Large Language Model-Supported Data Collation: Addressing Accuracy and Reproducibility
Can we fully trust AI for absolute accuracy in scientific data extraction?
Manual data collation from regulatory documents is a time-consuming bottleneck in drug development. In this recent publication in the inaugural issue of Quantitative Medicine, the authors explore the potential of using Large Language Models, specifically Google’s Gemini-2.5-flash model, to automate the collation of complex clinical data. Using immunogenicity data (ADA incidence) for 50 monoclonal antibodies as a case study, distinct workflows were tested in the R programming environment to determine whether LLMs might offer sufficient precision for life science research.
Highlights:
- The workflow matters: Direct PDF analysis and grounded web searches fell short due to data misassociation and dynamic search variability. Preprocessing documents into concise Markdown reports successfully resolved data mix-ups and achieved highly accurate core data extraction.

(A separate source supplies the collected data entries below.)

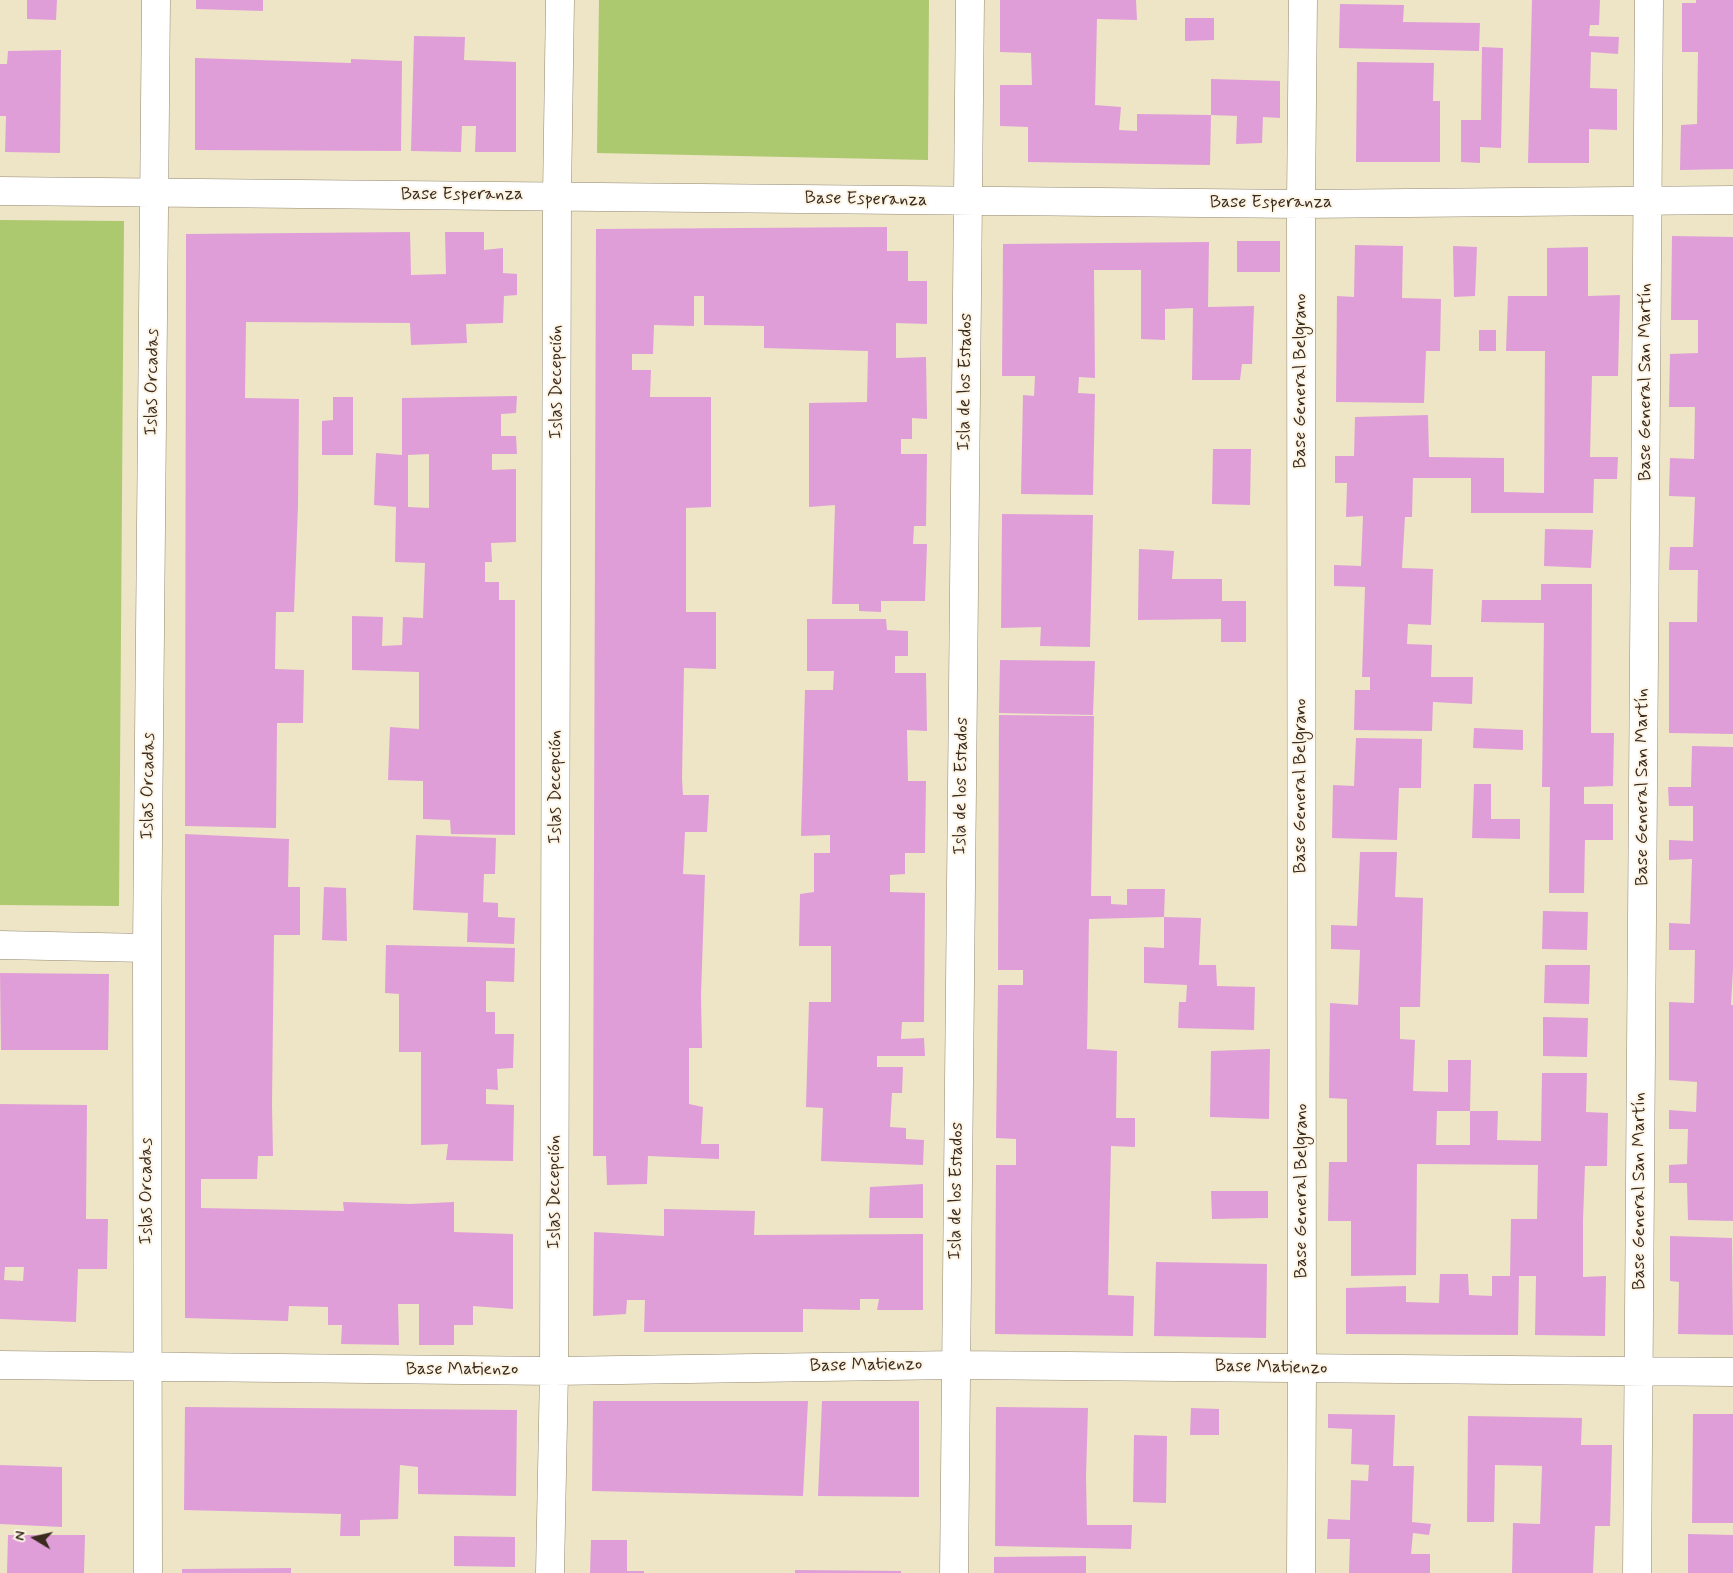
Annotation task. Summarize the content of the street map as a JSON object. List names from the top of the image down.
{
  "streets": {
    "street": [
      "Base Esperanza",
      "Base General Belgrano",
      "Islas Orcadas",
      "Islas Decepción",
      "Isla de los Estados",
      "Base General San Martín",
      "Base Matienzo"
    ]
  },
  "crossings": [
    ["Base Esperanza", "Base General Belgrano"],
    ["Base Esperanza", "Islas Orcadas"],
    ["Base Esperanza", "Islas Decepción"],
    ["Base Esperanza", "Isla de los Estados"],
    ["Base Esperanza", "Base General San Martín"],
    ["Base General Belgrano", "Base Matienzo"],
    ["Islas Orcadas", "Base Matienzo"],
    ["Islas Decepción", "Base Matienzo"],
    ["Isla de los Estados", "Base Matienzo"],
    ["Base General San Martín", "Base Matienzo"]
  ],
  "north": "left"
}
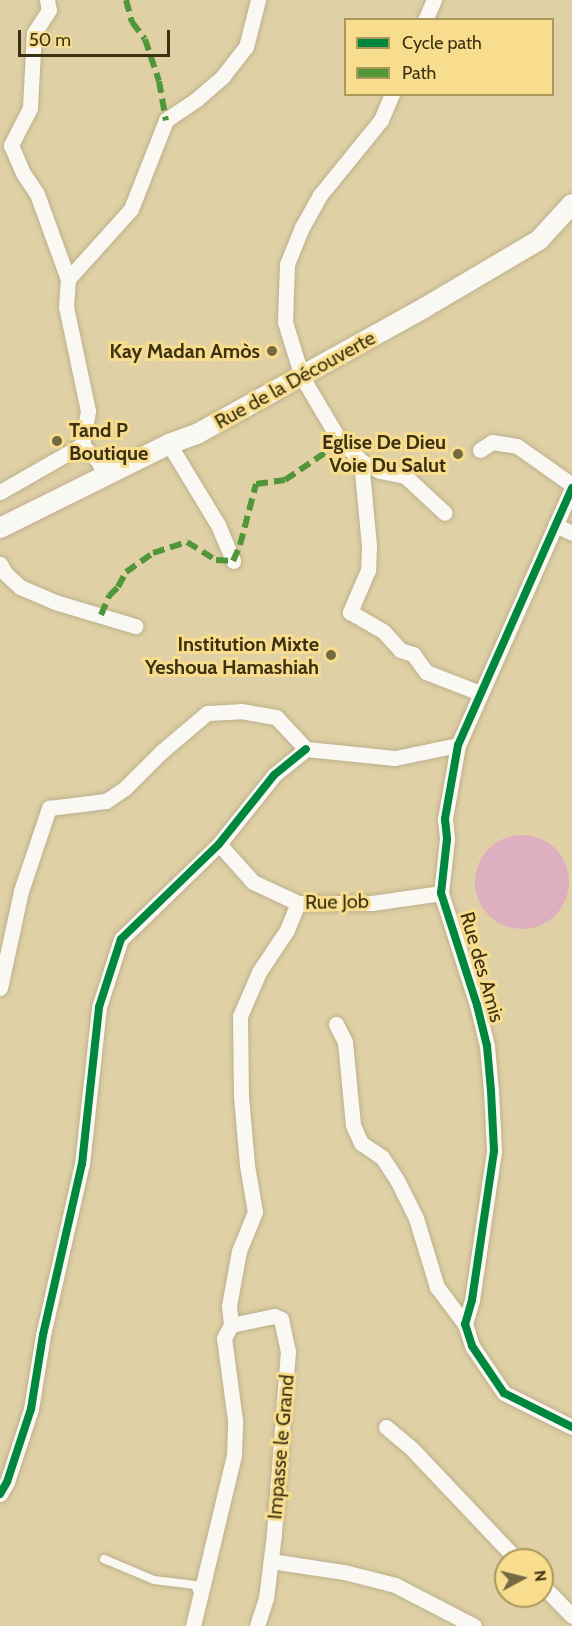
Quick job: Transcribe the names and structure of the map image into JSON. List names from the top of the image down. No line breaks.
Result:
{"streets":{"street":["Rue de la Découverte","Rue Job","Rue des Amis","Impasse le Grand"]},"crossings":[["Rue Job","Rue des Amis"]],"places":["Kay Madan Amòs","Tand P Boutique","Eglise De Dieu Voie Du Salut","Institution Mixte Yeshoua Hamashiah"],"legend":["Cycle path","Path"],"scale_bar":"50 m","north":"right"}
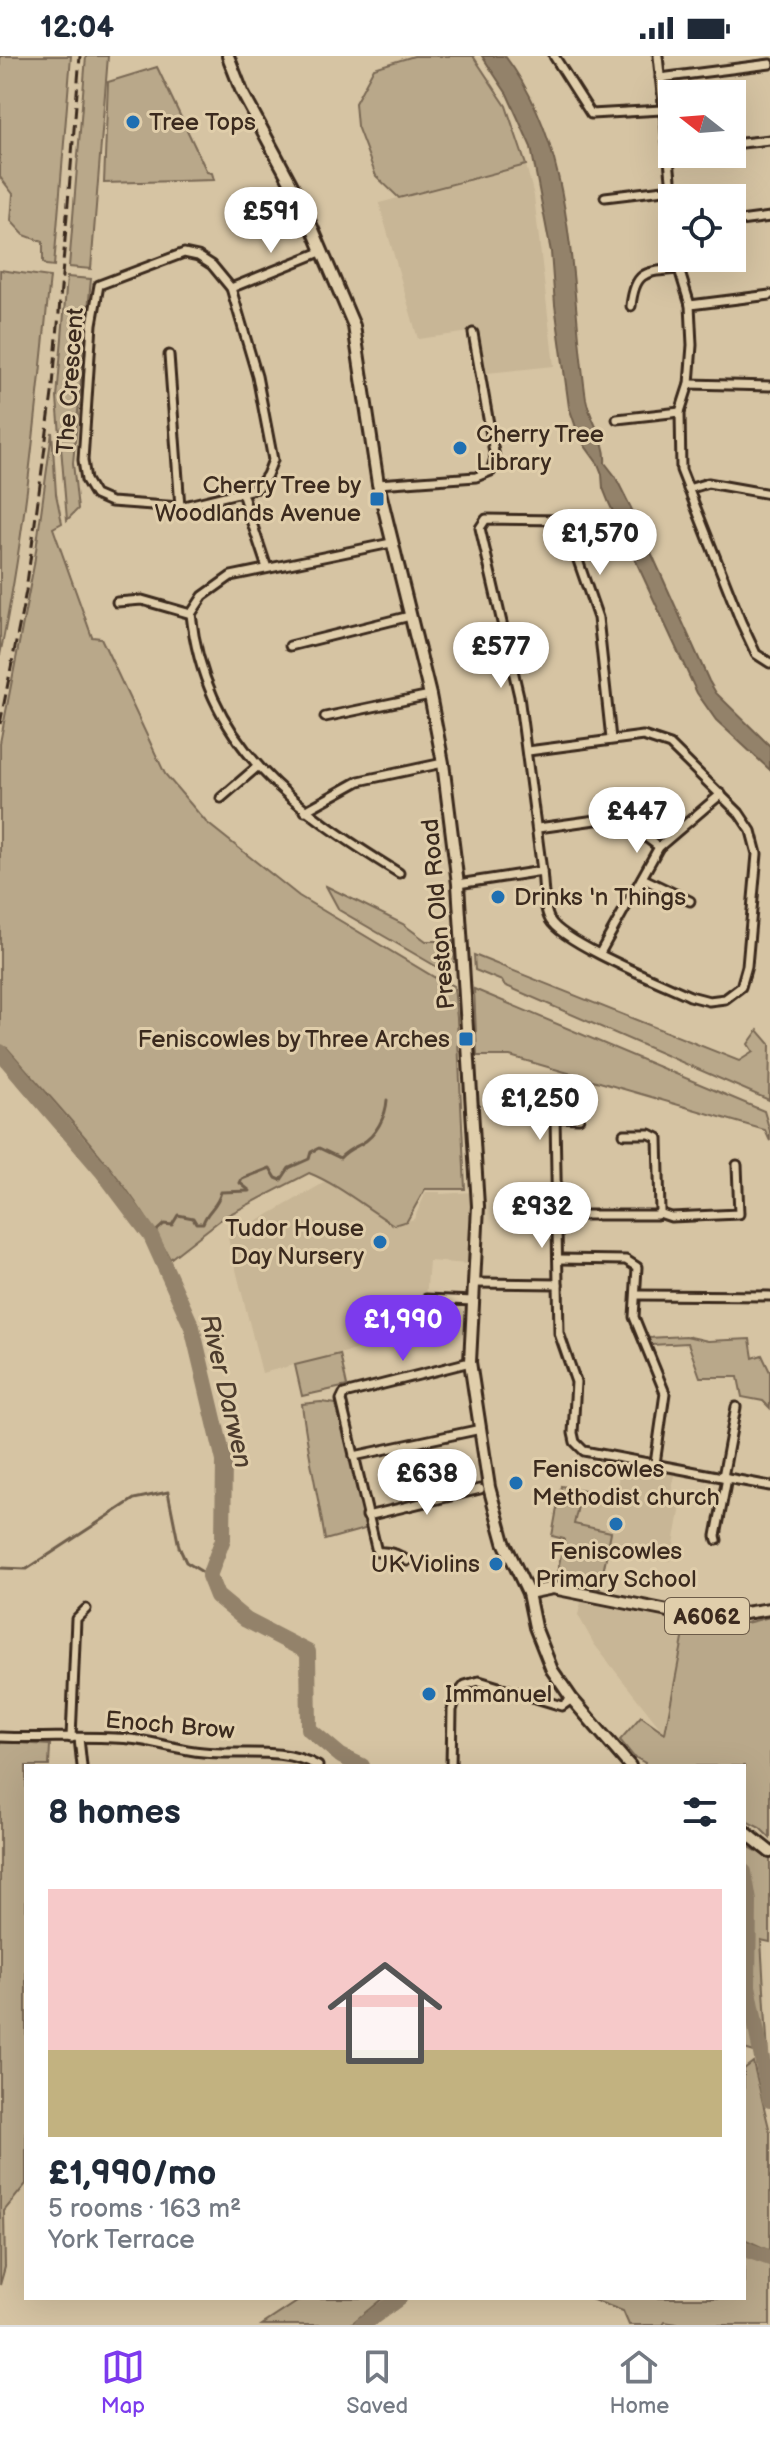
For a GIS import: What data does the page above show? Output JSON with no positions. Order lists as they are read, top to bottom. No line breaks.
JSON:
{"streets":{"main road":["Preston Old Road","A6062"],"street":["The Crescent","Enoch Brow"]},"crossings":[["Preston Old Road","A6062"]],"water":["River Darwen"],"places":{"other":["Tree Tops","Cherry Tree Library","Drinks 'n Things","Tudor House Day Nursery","Feniscowles Methodist church","Feniscowles Primary School","UK Violins","Immanuel"],"transit":["Cherry Tree by Woodlands Avenue","Feniscowles by Three Arches"]},"north":"left","page":{"status":"12:04","price":["£591","£1,570","£577","£447","£1,250","£932","£1,990","£638"],"heading":"8 homes","list":[{"name":"£1,990/mo","note":"5 rooms · 163 m² · York Terrace"}],"tabs":["Map","Saved","Home"]}}
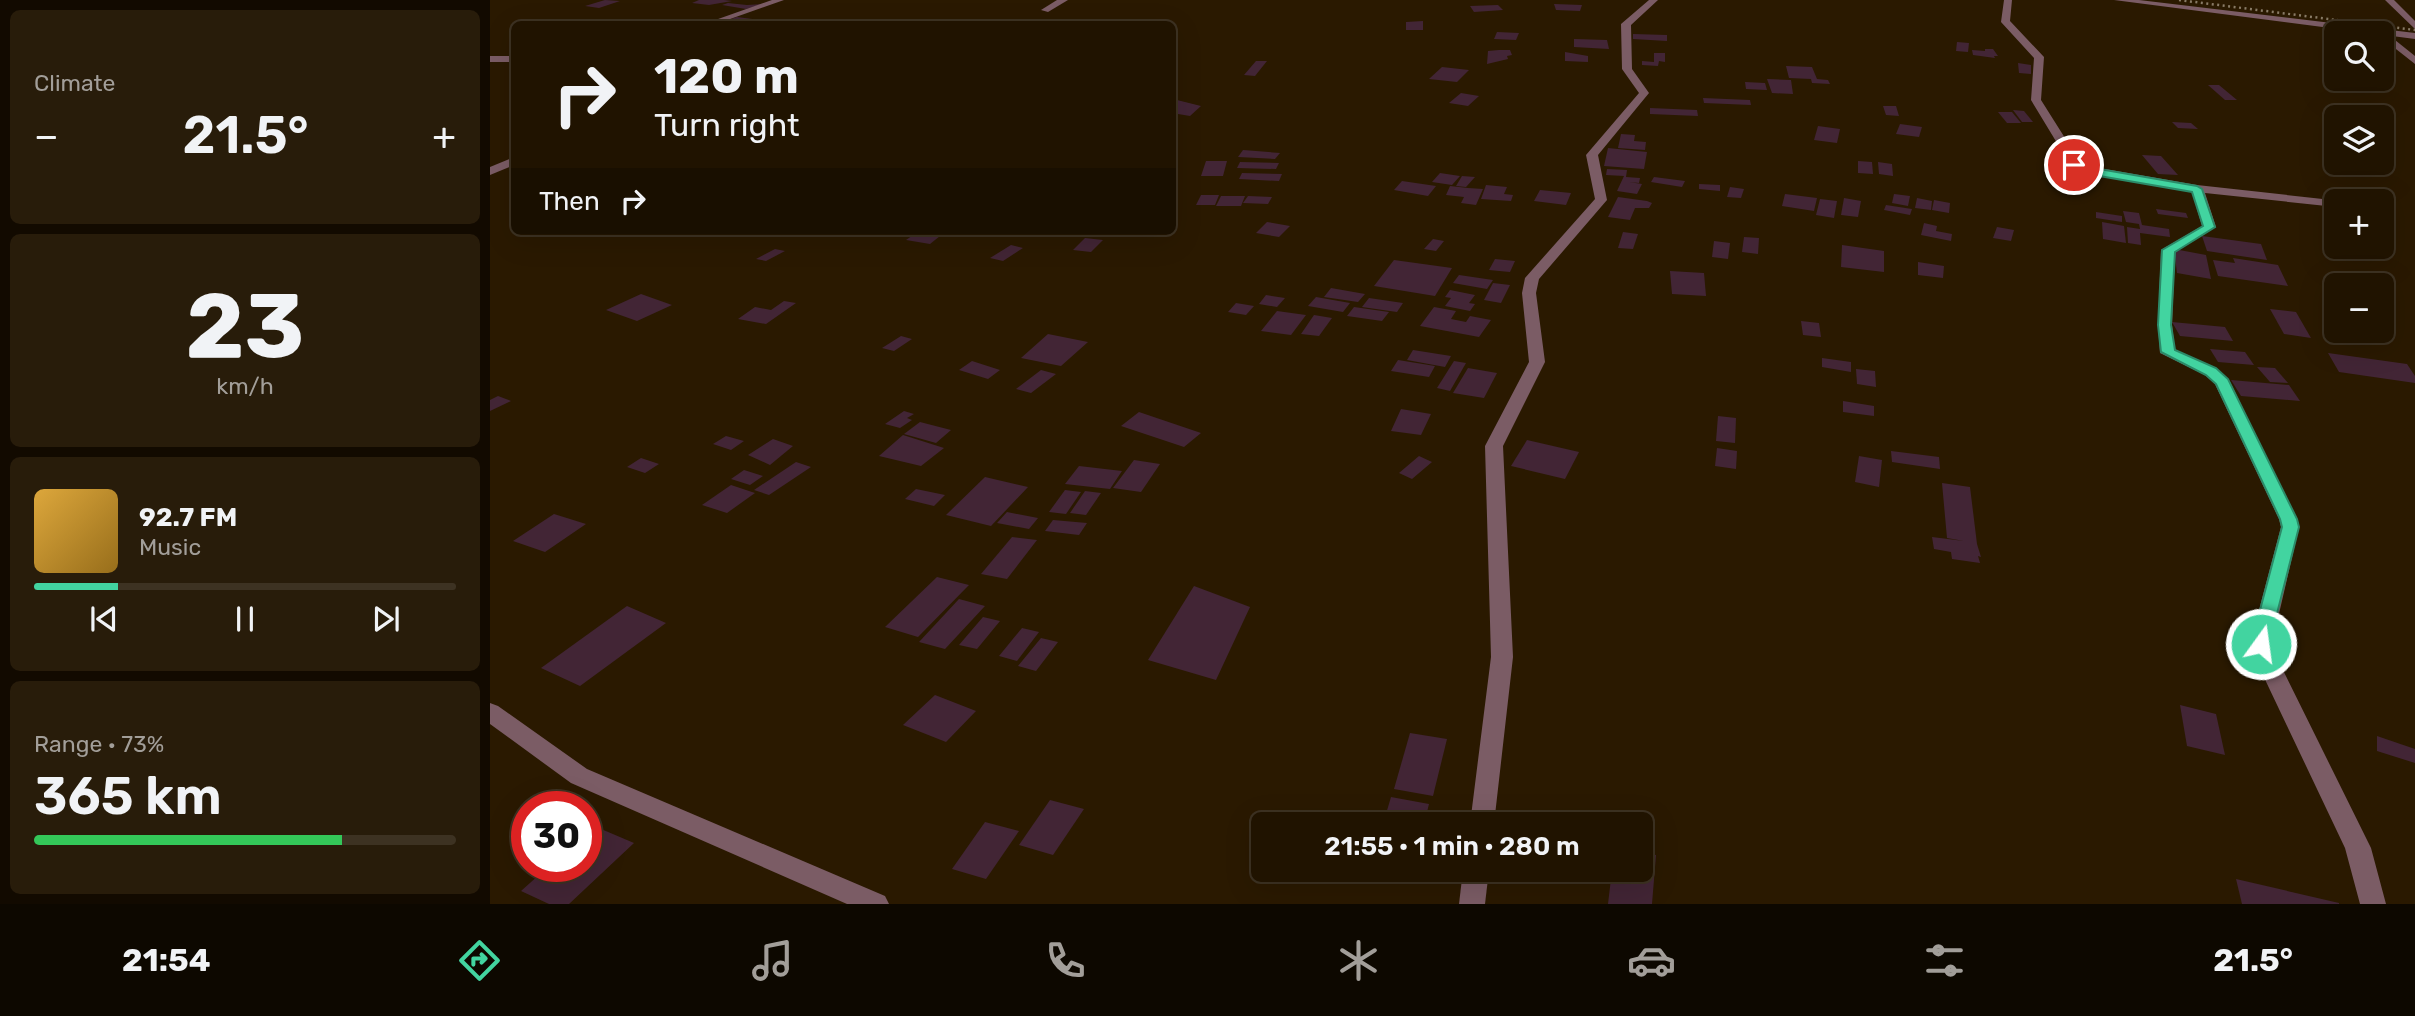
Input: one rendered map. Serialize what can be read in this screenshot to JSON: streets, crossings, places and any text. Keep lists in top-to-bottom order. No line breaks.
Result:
{"page":{"tile":["Climate",["23","km/h"],["Range · 73%","365 km"]],"map_buttons":["+","−"],"turn":["120 m","Turn right"],"heat":["−","21.5°","+"],"then":"Then","song":["92.7 FM","Music"],"limit":"30","trip":"21:55 · 1 min · 280 m","tabs":["21:54","21.5°"]}}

- The “reproducibility” hurdle: Even with fixed model parameters and identical, highly structured inputs, the LLM exhibited day-to-day variability in presenting contextual details.
- Factual vs. reproducible: The study highlights a crucial distinction in AI tools—a model can be remarkably accurate (factually correct) without being perfectly reproducible (consistent over time).
The bottom line: While generative AI can be a valuable tool to accelerate initial data gathering, it is not yet a substitute for careful human verification. For research workflows that require consistent results, maintaining a “human-in-the-loop” remains advisable.